Bernie Sanders catching up?


Krist Muñoz-Malavé, Staff Writer

With Sanders’ recent sweeping victory in Wisconsin, where he won in every county except Milwaukee, it’s becoming undeniable that the underdog of the Democrats is slowly closing the gap between himself and Hillary Clinton.

In a rally in Wyoming, MSN reports, Bernie Sanders commented on the win, “With our victory tonight is Wisconsin, we have now won 7 out of 8 of the last caucuses and primaries.” And while that is indeed true and Sanders has the momentum, it is clear that there is still much work to be done by his supporters if they expect him to win the primary.

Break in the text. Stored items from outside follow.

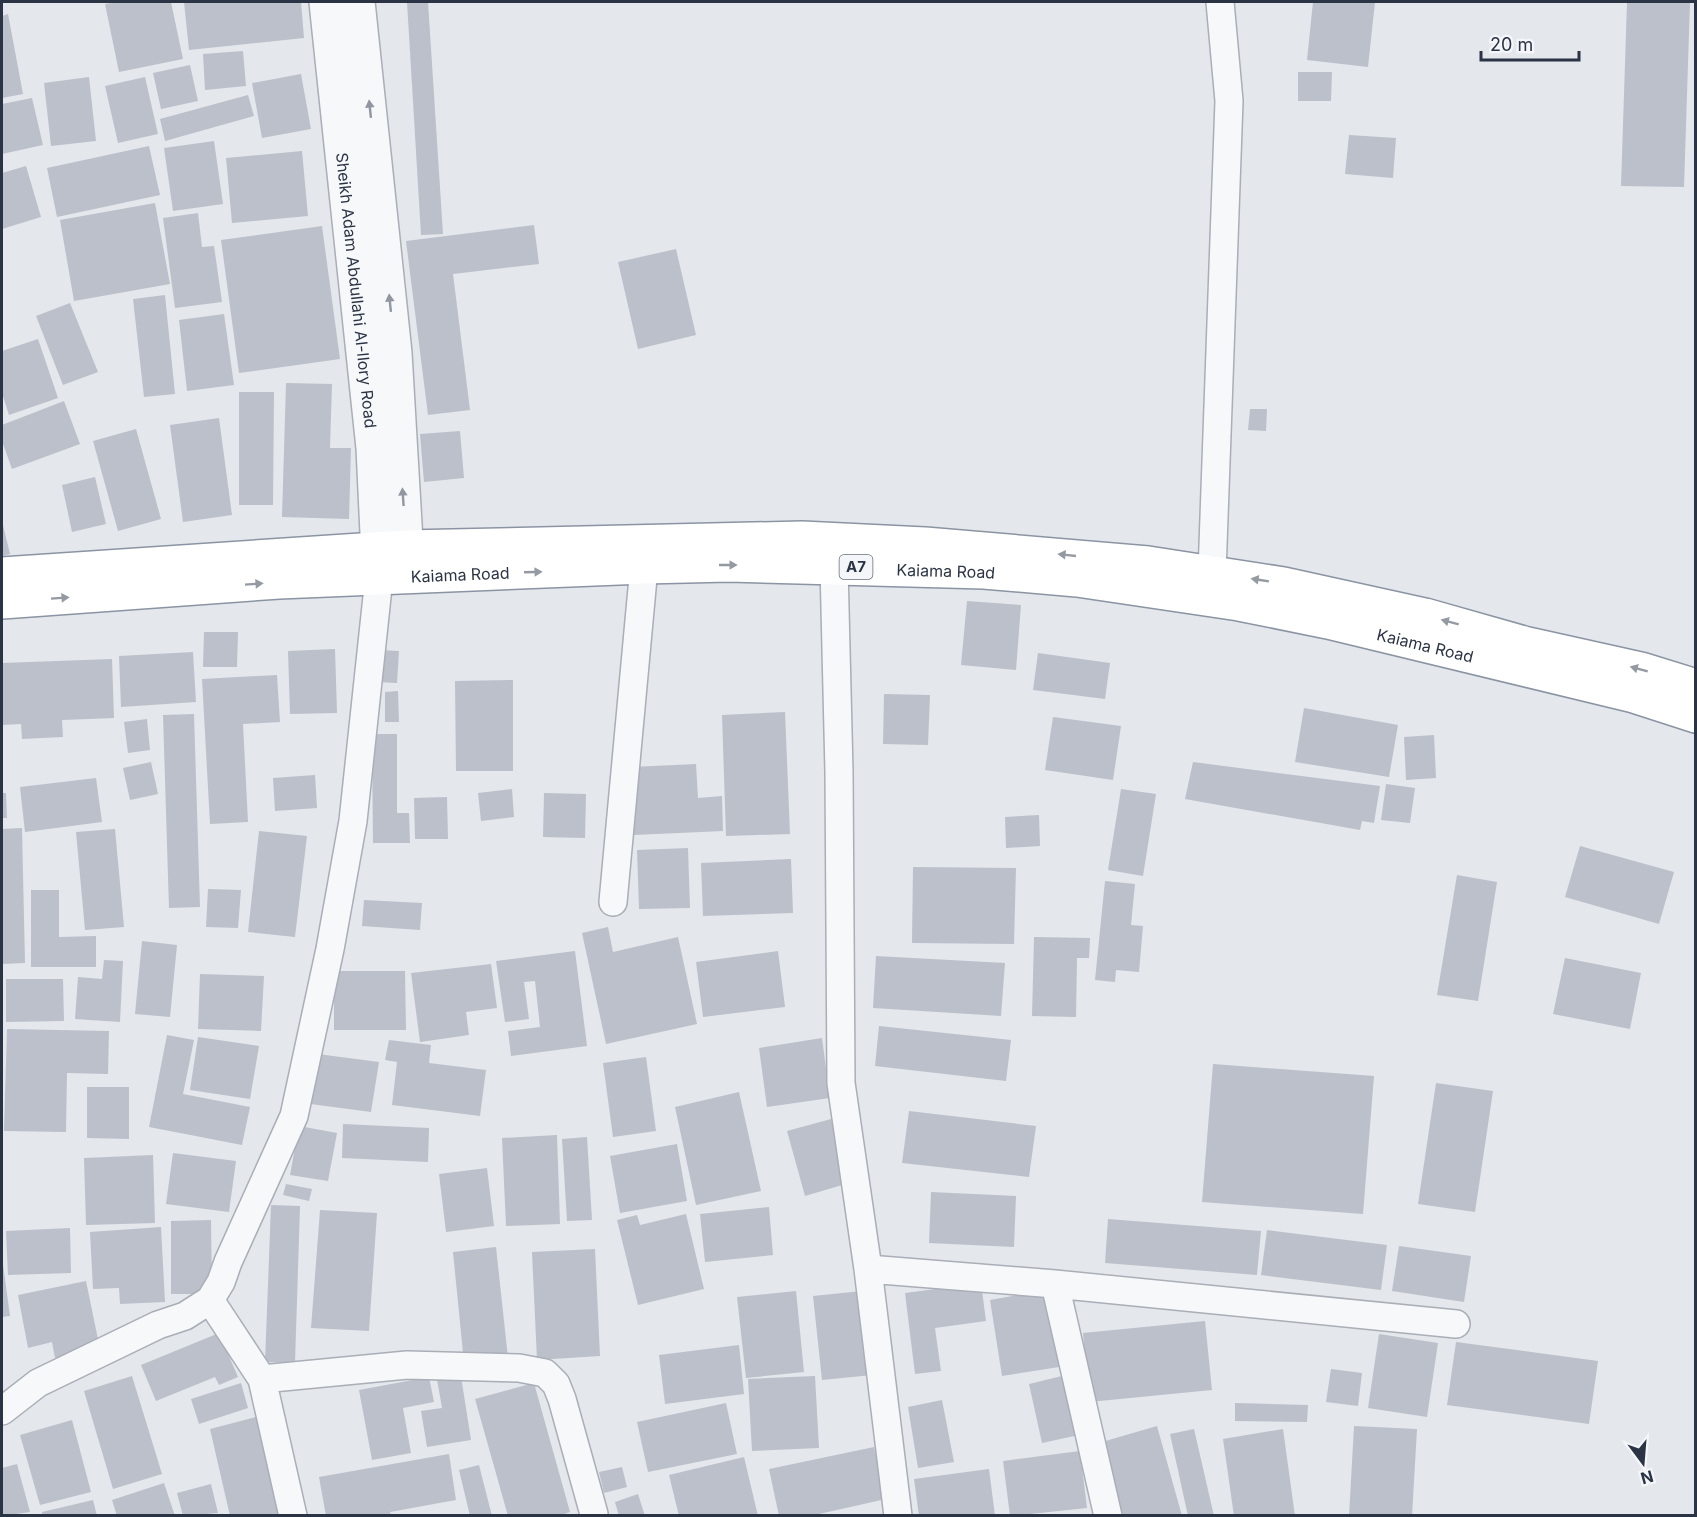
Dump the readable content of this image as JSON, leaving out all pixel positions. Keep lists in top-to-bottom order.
{
  "streets": {
    "highway": ["A7", "Kaiama Road"],
    "street": ["Sheikh Adam Abdullahi Al-Ilory Road"]
  },
  "crossings": [
    ["Sheikh Adam Abdullahi Al-Ilory Road", "Kaiama Road"]
  ],
  "scale_bar": "20 m",
  "north": "bottom"
}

As reported by The Washington Post, for a candidate to have the presidential nomination, they need to win 2,383 delegates. Clinton currently stands in the lead by having 1,243 pledged delegates while Sanders has 979. However, including superdelegates, which vote for their choice of a nominee as opposed to what the state result was, Clinton is at 1,712 delegates to Sanders’ 1,008. With more then half of the caucuses and primaries already finished, this makes catching up a very difficult task.

While a very difficult task, certainly not an impossible one. Ultimately, it would come down to superdelegates. According to MSN, Senator Sanders would still need to win 67 percent of remaining delegates and uncommitted superdelegates. Although, superdelegates can change their mind at any point so there is a possibility of superdelegates switching from Clinton to Sanders. This is especially possible because of the massive support that Sanders has from the people. That sort of momentum can lead to changing minds and causing people to change sides.

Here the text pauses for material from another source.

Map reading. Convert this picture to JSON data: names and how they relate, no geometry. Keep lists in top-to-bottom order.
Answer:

Ultimately, it seems like the race for the Democratic Presidential nomination will come down to New York and California. Both states contain a high delegate count and the results of who is to win these states gives us an idea as to how it will all end.

If Clinton were to win both of these, it would widen the gap between her and Sanders far too much for him to catch up, and in the end she would earn the presidential nomination. On the other hand, two victories for Sanders would put him neck in neck with Clinton. Not only that, but that sort of big win would add the momentum to begin changing the minds of superdelegates.

All in all, it comes down to the people’s vote as they determine future and choose who they want to lead the Democratic Party during the presidential race.